Table1_The construction and analysis of tricarboxylic acid cycle related prognostic model for cervical cancer.XLS

Introduction: Cervical cancer (CC) is the fourth most common malignant tumor in term of in incidence and mortality among women worldwide. The tricarboxylic acid (TCA) cycle is an important hub of energy metabolism, networking one-carbon metabolism, fatty acyl metabolism and glycolysis. It can be seen that the reprogramming of cell metabolism including TCA cycle plays an indispensable role in tumorigenesis and development.
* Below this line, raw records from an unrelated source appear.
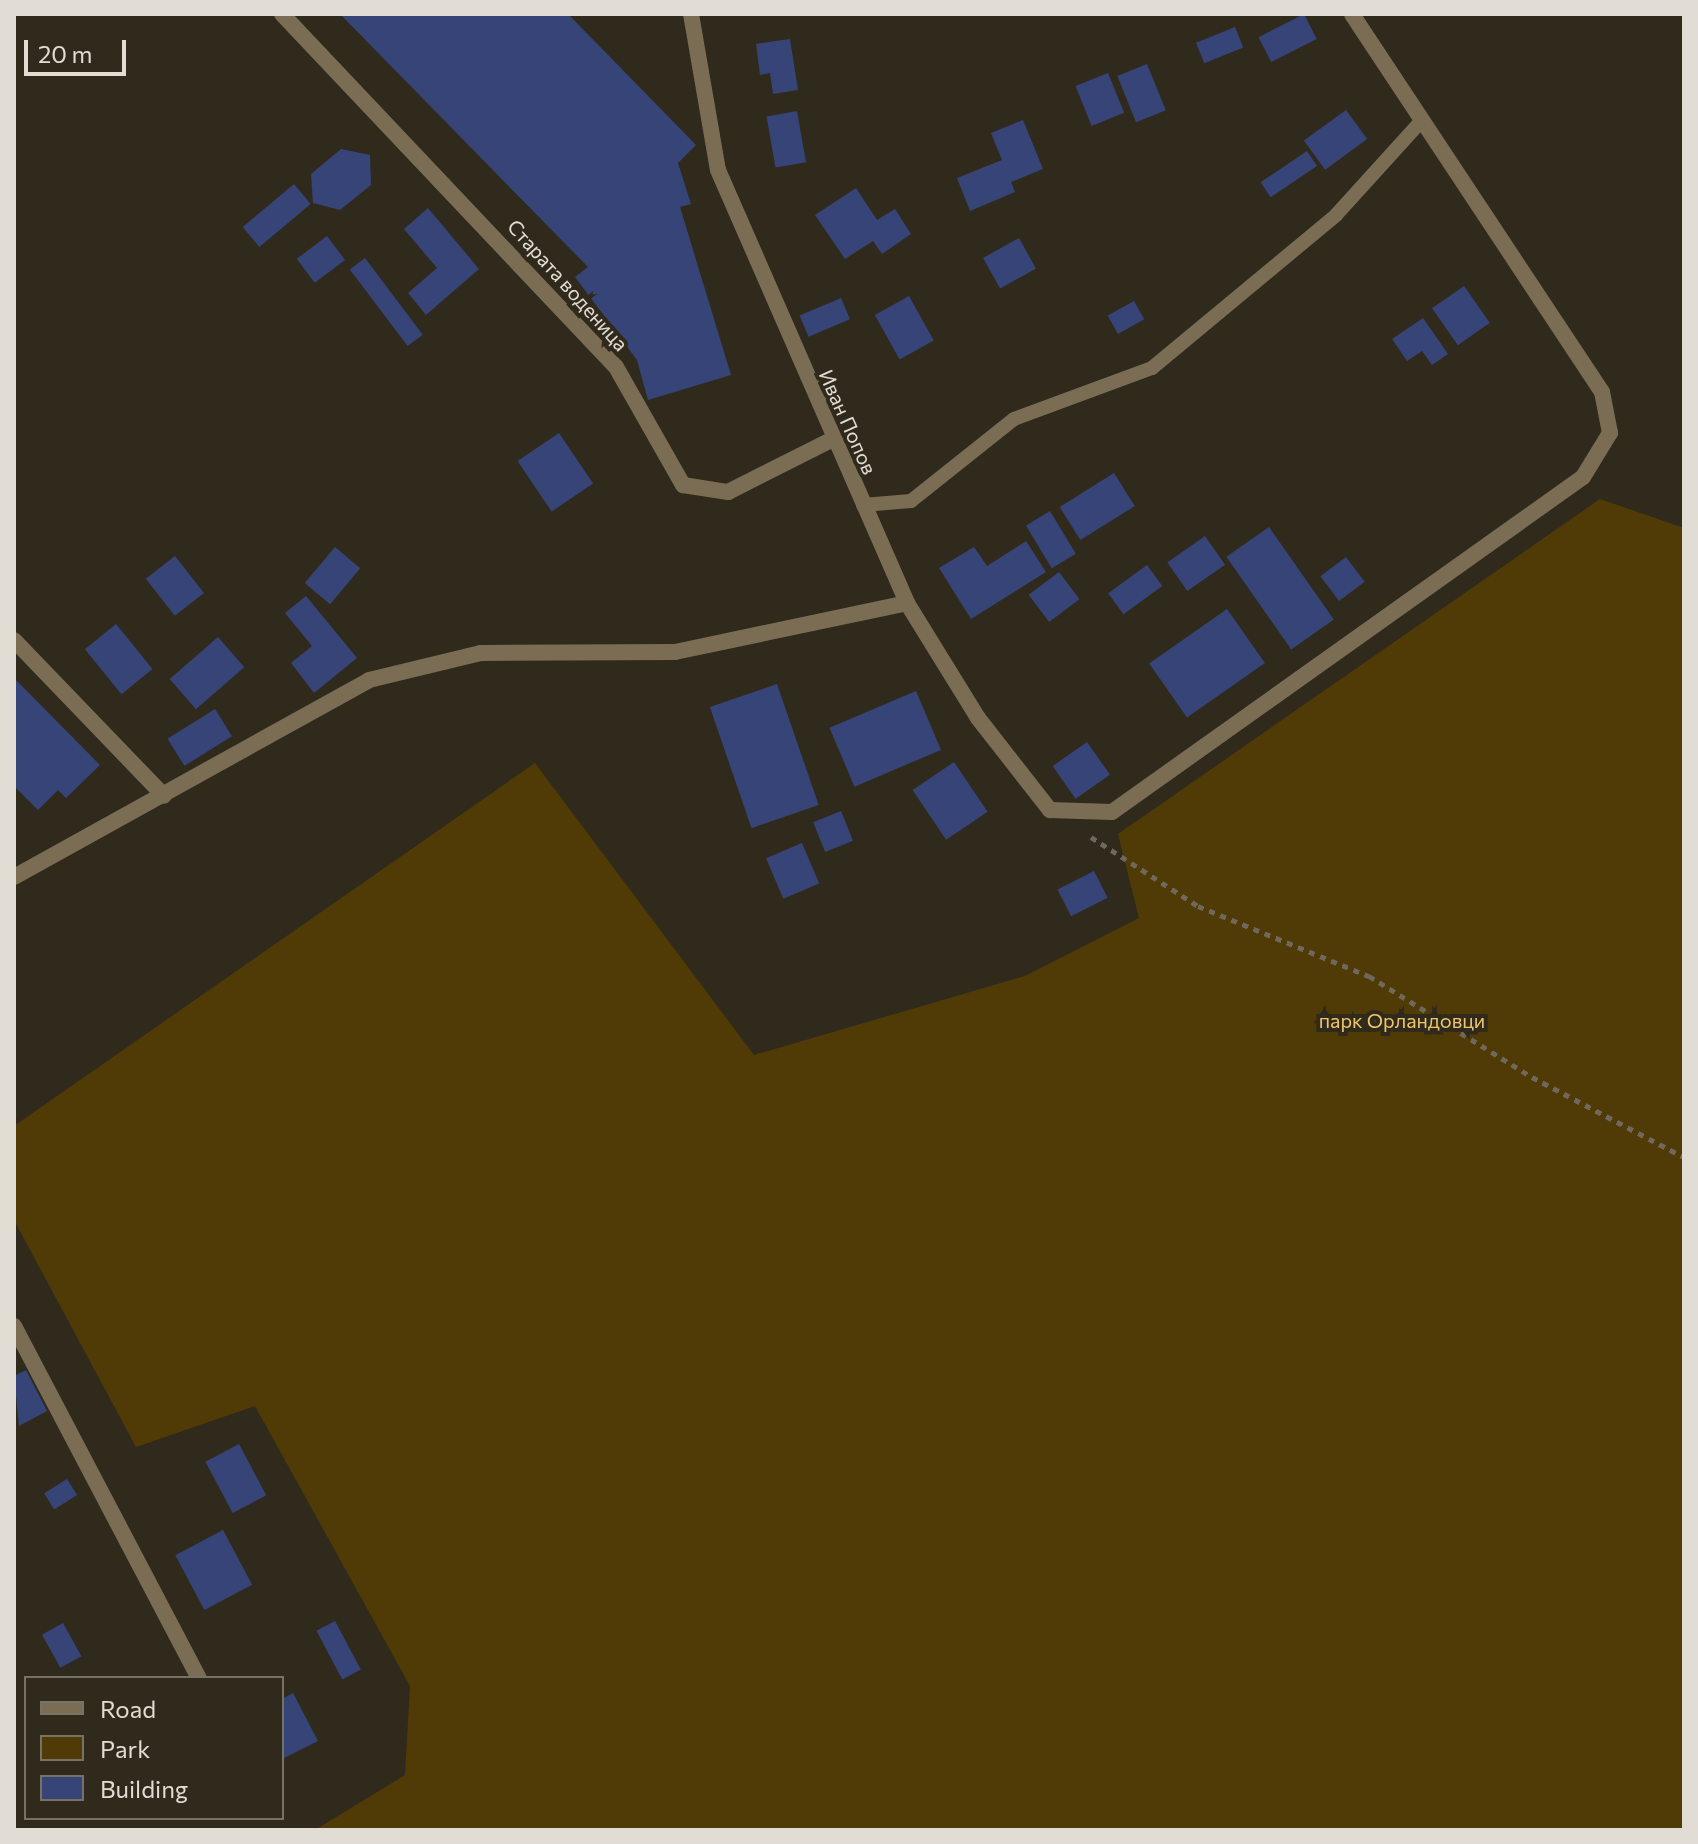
<!DOCTYPE html>
<meta charset="utf-8">
<style>
body{margin:0}
#map{position:relative;width:1698px;height:1844px;overflow:hidden;background:#302a1c;font-family:Commissioner,sans-serif}
div>[style]{position:absolute}
.green>*{inset:0;background:#503b07}
.building>*{inset:0;background:#374478;transform-origin:0 0}
.path>*{height:5px;margin-top:-2.5px;transform-origin:0;background:repeating-linear-gradient(90deg,#6f695d 0 6px,transparent 0 12px)}
.lane>*{height:14px;margin:-7px;padding:0 7px;transform-origin:7px;border-radius:7px;background:#7a6d54}
.street>*{height:16px;margin:-8px;padding:0 8px;transform-origin:8px;border-radius:8px;background:#7a6d54}
span{translate:-50% -50%;white-space:nowrap;text-align:center;line-height:1.15;-webkit-text-stroke:8px #302a1c;paint-order:stroke}
.street-label{font-size:20px;color:#e1ddd4}
.park-label{font-size:20px;color:#efc569}
.frame{position:absolute;inset:0;border:16px solid #e1ddd4;pointer-events:none}
.legend{position:absolute;left:24px;top:1676px;width:260px;height:144px;box-sizing:border-box;background:#302a1c;border:2px solid #777266;margin:0;padding:10px 14px;list-style:none;font-size:24px;color:#e1ddd4}
.legend li{display:flex;align-items:center;gap:16px;height:40px}
.legend b{width:40px;border:2px solid #777266}
.scale{position:absolute;left:24px;top:40px;width:102px;height:36px;box-sizing:border-box;border:4px solid #e1ddd4;border-top:0;padding-left:10px;font-size:24px;line-height:28px;white-space:nowrap;color:#e1ddd4;-webkit-text-stroke:6px #302a1c;paint-order:stroke}
</style>
<div id="map">
<div class="green">
<i style="clip-path:polygon(1600px 499px,1684px 528px,1684px 1830px,315px 1830px,405px 1775px,410px 1686px,255px 1406px,136px 1447px,14px 1220px,14px 1126px,535px 763px,754px 1055px,1025px 976px,1139px 918px,1118px 834px)"></i>
</div>
<div class="building">
<i style="clip-path:polygon(340px 14px,568px 14px,696px 145px,678px 163px,691px 204px,680px 207px,731px 375px,648px 400px,637px 360px,575px 277px,588px 267px)"></i>
<i style="left:1304px;top:14px;width:28px;height:51px;rotate:63deg"></i>
<i style="left:1235px;top:27px;width:22px;height:42px;rotate:68deg"></i>
<i style="clip-path:polygon(790px 39px,798px 90px,773px 94px,770px 73px,760px 75px,756px 44px)"></i>
<i style="left:1147px;top:64px;width:50px;height:32px;rotate:68deg"></i>
<i style="left:1108px;top:73px;width:43px;height:35px;rotate:68deg"></i>
<i style="left:1346px;top:110px;width:36px;height:52px;rotate:54deg"></i>
<i style="left:797px;top:111px;width:52px;height:31px;rotate:80deg"></i>
<i style="clip-path:polygon(1023px 120px,1043px 169px,1011px 182px,1015px 192px,970px 211px,957px 178px,1002px 160px,991px 133px)"></i>
<i style="clip-path:polygon(341px 149px,370px 155px,371px 185px,340px 210px,313px 203px,311px 174px)"></i>
<i style="left:1307px;top:151px;width:18px;height:56px;rotate:56deg"></i>
<i style="left:294px;top:184px;width:26px;height:67px;rotate:50deg"></i>
<i style="clip-path:polygon(856px 188px,877px 220px,895px 209px,911px 234px,882px 254px,873px 241px,845px 259px,815px 215px)"></i>
<i style="clip-path:polygon(428px 208px,479px 269px,426px 315px,408px 293px,437px 268px,404px 229px)"></i>
<i style="left:327px;top:236px;width:30px;height:38px;rotate:53deg"></i>
<i style="left:1019px;top:238px;width:35px;height:41px;rotate:61deg"></i>
<i style="left:365px;top:258px;width:96px;height:19px;rotate:53deg"></i>
<i style="left:1464px;top:286px;width:45px;height:39px;rotate:55deg"></i>
<i style="left:909px;top:296px;width:51px;height:39px;rotate:61deg"></i>
<i style="left:841px;top:298px;width:23px;height:45px;rotate:67deg"></i>
<i style="left:1134px;top:301px;width:21px;height:30px;rotate:61deg"></i>
<i style="clip-path:polygon(1423px 318px,1448px 354px,1432px 365px,1422px 351px,1407px 361px,1392px 339px)"></i>
<i style="left:559px;top:433px;width:61px;height:50px;rotate:56deg"></i>
<i style="left:1114px;top:473px;width:39px;height:64px;rotate:58deg"></i>
<i style="left:1050px;top:511px;width:50px;height:28px;rotate:59deg"></i>
<i style="left:1269px;top:527px;width:113px;height:52px;rotate:55deg"></i>
<i style="left:1205px;top:536px;width:35px;height:46px;rotate:55deg"></i>
<i style="clip-path:polygon(1026px 541px,1046px 572px,971px 619px,939px 568px,974px 547px,987px 566px)"></i>
<i style="left:335px;top:547px;width:33px;height:47px;rotate:40deg"></i>
<i style="left:175px;top:556px;width:47px;height:37px;rotate:52deg"></i>
<i style="left:1346px;top:557px;width:31px;height:32px;rotate:53deg"></i>
<i style="left:1147px;top:565px;width:26px;height:48px;rotate:54deg"></i>
<i style="left:1059px;top:572px;width:34px;height:38px;rotate:53deg"></i>
<i style="clip-path:polygon(306px 596px,357px 658px,314px 693px,291px 663px,312px 646px,285px 613px)"></i>
<i style="left:1227px;top:609px;width:66px;height:95px;rotate:55deg"></i>
<i style="left:116px;top:624px;width:58px;height:40px;rotate:51deg"></i>
<i style="left:218px;top:637px;width:40px;height:64px;rotate:49deg"></i>
<i style="clip-path:polygon(14px 678px,100px 765px,66px 798px,58px 790px,38px 810px,14px 786px)"></i>
<i style="left:777px;top:684px;width:128px;height:71px;rotate:71deg"></i>
<i style="left:916px;top:691px;width:64px;height:94px;rotate:67deg"></i>
<i style="left:215px;top:709px;width:32px;height:56px;rotate:58deg"></i>
<i style="left:1087px;top:742px;width:40px;height:42px;rotate:55deg"></i>
<i style="left:954px;top:762px;width:60px;height:50px;rotate:56deg"></i>
<i style="left:841px;top:811px;width:32px;height:30px;rotate:68deg"></i>
<i style="left:802px;top:843px;width:44px;height:39px;rotate:67deg"></i>
<i style="left:1094px;top:871px;width:30px;height:41px;rotate:63deg"></i>
<i style="clip-path:polygon(26px 1370px,47px 1411px,19px 1426px,14px 1376px)"></i>
<i style="left:239px;top:1444px;width:58px;height:38px;rotate:62deg"></i>
<i style="left:67px;top:1479px;width:19px;height:27px;rotate:58deg"></i>
<i style="left:223px;top:1530px;width:62px;height:54px;rotate:62deg"></i>
<i style="left:335px;top:1621px;width:55px;height:21px;rotate:62deg"></i>
<i style="left:63px;top:1623px;width:38px;height:24px;rotate:61deg"></i>
<i style="clip-path:polygon(293px 1693px,318px 1741px,282px 1759px,282px 1699px)"></i>
</div>
<div class="path">
<i style="left:1091px;top:837px;width:127px;rotate:32.8deg"></i>
<i style="left:1198px;top:906px;width:185px;rotate:22.3deg"></i>
<i style="left:1369px;top:976px;width:192px;rotate:31.8deg"></i>
<i style="left:1532px;top:1077px;width:172px;rotate:27.8deg"></i>
</div>
<div class="lane">
<i style="left:863px;top:505px;width:48px;rotate:-4.8deg"></i>
<i style="left:911px;top:501px;width:132px;rotate:-38.5deg"></i>
<i style="left:1014px;top:419px;width:147px;rotate:-20.3deg"></i>
<i style="left:1152px;top:368px;width:239px;rotate:-39.7deg"></i>
<i style="left:1336px;top:215px;width:128px;rotate:-47.8deg"></i>
</div>
<div class="street">
<i style="left:282px;top:14px;width:486px;rotate:46.6deg"></i>
<i style="left:616px;top:367px;width:136px;rotate:60.4deg"></i>
<i style="left:683px;top:485px;width:46px;rotate:8.8deg"></i>
<i style="left:728px;top:492px;width:118px;rotate:-26.8deg"></i>
<i style="left:691px;top:14px;width:158px;rotate:80.2deg"></i>
<i style="left:718px;top:170px;width:472px;rotate:66.4deg"></i>
<i style="left:907px;top:603px;width:135px;rotate:58.3deg"></i>
<i style="left:978px;top:718px;width:117px;rotate:52deg"></i>
<i style="left:1050px;top:810px;width:62px;rotate:1.8deg"></i>
<i style="left:1112px;top:812px;width:578px;rotate:-35.42deg"></i>
<i style="left:1583px;top:477px;width:52px;rotate:-58.5deg"></i>
<i style="left:1610px;top:433px;width:42px;rotate:-101deg"></i>
<i style="left:1602px;top:392px;width:453px;rotate:-123.5deg"></i>
<i style="left:14px;top:640px;width:216px;rotate:46.1deg"></i>
<i style="left:14px;top:877px;width:406px;rotate:-29deg"></i>
<i style="left:369px;top:680px;width:115px;rotate:-13.6deg"></i>
<i style="left:481px;top:653px;width:194px;rotate:-0.3deg"></i>
<i style="left:675px;top:652px;width:237px;rotate:-11.9deg"></i>
<i style="left:14px;top:1326px;width:398px;rotate:62.3deg"></i>
</div>
<div class="street-label">
<span style="left:568px;top:285px;rotate:48deg">Старата воденица</span>
<span style="left:848px;top:422px;rotate:66deg">Иван Попов</span>
</div>
<div class="park-label">
<span style="left:1402px;top:1020px">парк Орландовци</span>
</div>
<div class="frame"></div>
<ul class="legend">
<li><b style="height:10px;background:#7a6d54"></b>Road</li>
<li><b style="height:22px;background:#503b07"></b>Park</li>
<li><b style="height:22px;background:#374478"></b>Building</li>
</ul>
<div class="scale">20 m</div>
</div>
We aimed to identify genes related to the TCA cycle as prognostic markers in CC. Methods: Firstly, we performed the differential expressed analysis the gene expression profiles associated with TCA cycle obtained from The Cancer Genome Atlas (TCGA) database. Differential gene list was generated and cluster analysis was performed using genes with detected fold changes >1.5. Based on the subclusters of CC, we analysed the relationship between different clusters and clinical information. Next, Cox univariate and multivariate regression analysis were used to screen genes with prognostic characteristics, and risk scores were calculated according to the genes with prognostic characteristics. Additionally, we analyzed the correlation between the predictive signature and the treatment response of CC patients. Finally, we detected the expression of ench prognostic gene in clinical CC samples by quantitative polymerase chain reaction (RT-qPCR). Results: We constructed a prognostic model consist of seven TCA cycle associated gene (ACSL1, ALDOA, FOXK2, GPI, MDH1B, MDH2, and MTHFD1). Patients with CC were separated into two groups according to median risk score, and high-risk group had a worse prognosis compared to the low-risk group. High risk group had lower level of sensitivity to the conventional chemotherapy drugs including cisplatin, paclitaxel, sunitinib and docetaxel. The expression of ench prognostic signature in clinical CC samples was verified by qRT-PCR. Conclusion: There are several differentially expressed genes (DEGs) related to TCA cycle in CC. The risk score model based on these genes can effectively predict the prognosis of patients and provide tumor markers for predicting the prognosis of CC.

引言：宫颈癌（Cervical cancer, CC）是全球女性中发病率与死亡率均位列第四的常见恶性肿瘤。三羧酸循环（tricarboxylic acid cycle, TCA cycle）是能量代谢的核心枢纽，串联了一碳代谢、脂酰代谢与糖酵解通路。可见，包括TCA循环在内的细胞代谢重编程在肿瘤发生与发展进程中发挥着不可或缺的作用。本研究旨在筛选与TCA循环相关的基因，将其作为宫颈癌的预后标志物。 方法：首先，我们对从癌症基因组图谱（The Cancer Genome Atlas, TCGA）数据库中获取的TCA循环相关基因表达谱进行差异表达分析，生成差异基因集，并以折叠变化>1.5的基因进行聚类分析。基于宫颈癌样本的亚群分类，我们分析了不同亚群与临床信息之间的关联。随后，采用Cox单因素与多因素回归分析筛选具有预后特征的基因，并基于这些基因计算风险评分。此外，我们还分析了该预测特征与宫颈癌患者治疗应答之间的相关性。最终，我们通过定量聚合酶链式反应（quantitative polymerase chain reaction, RT-qPCR）检测了各预后基因在临床宫颈癌样本中的表达水平。 结果：本研究构建了包含7个TCA循环相关基因的预后模型，分别为ACSL1、ALDOA、FOXK2、GPI、MDH1B、MDH2与MTHFD1。依据风险评分的中位数将宫颈癌患者分为两组，高风险组患者的预后较低风险组更差。高风险组患者对顺铂、紫杉醇、舒尼替尼与多西他赛等常规化疗药物的敏感性更低。我们通过qRT-PCR验证了各预后特征基因在临床宫颈癌样本中的表达情况。 结论：宫颈癌组织中存在多个与TCA循环相关的差异表达基因（differentially expressed genes, DEGs）。基于这些基因构建的风险评分模型可有效预测患者的预后，为宫颈癌的预后评估提供潜在的肿瘤标志物。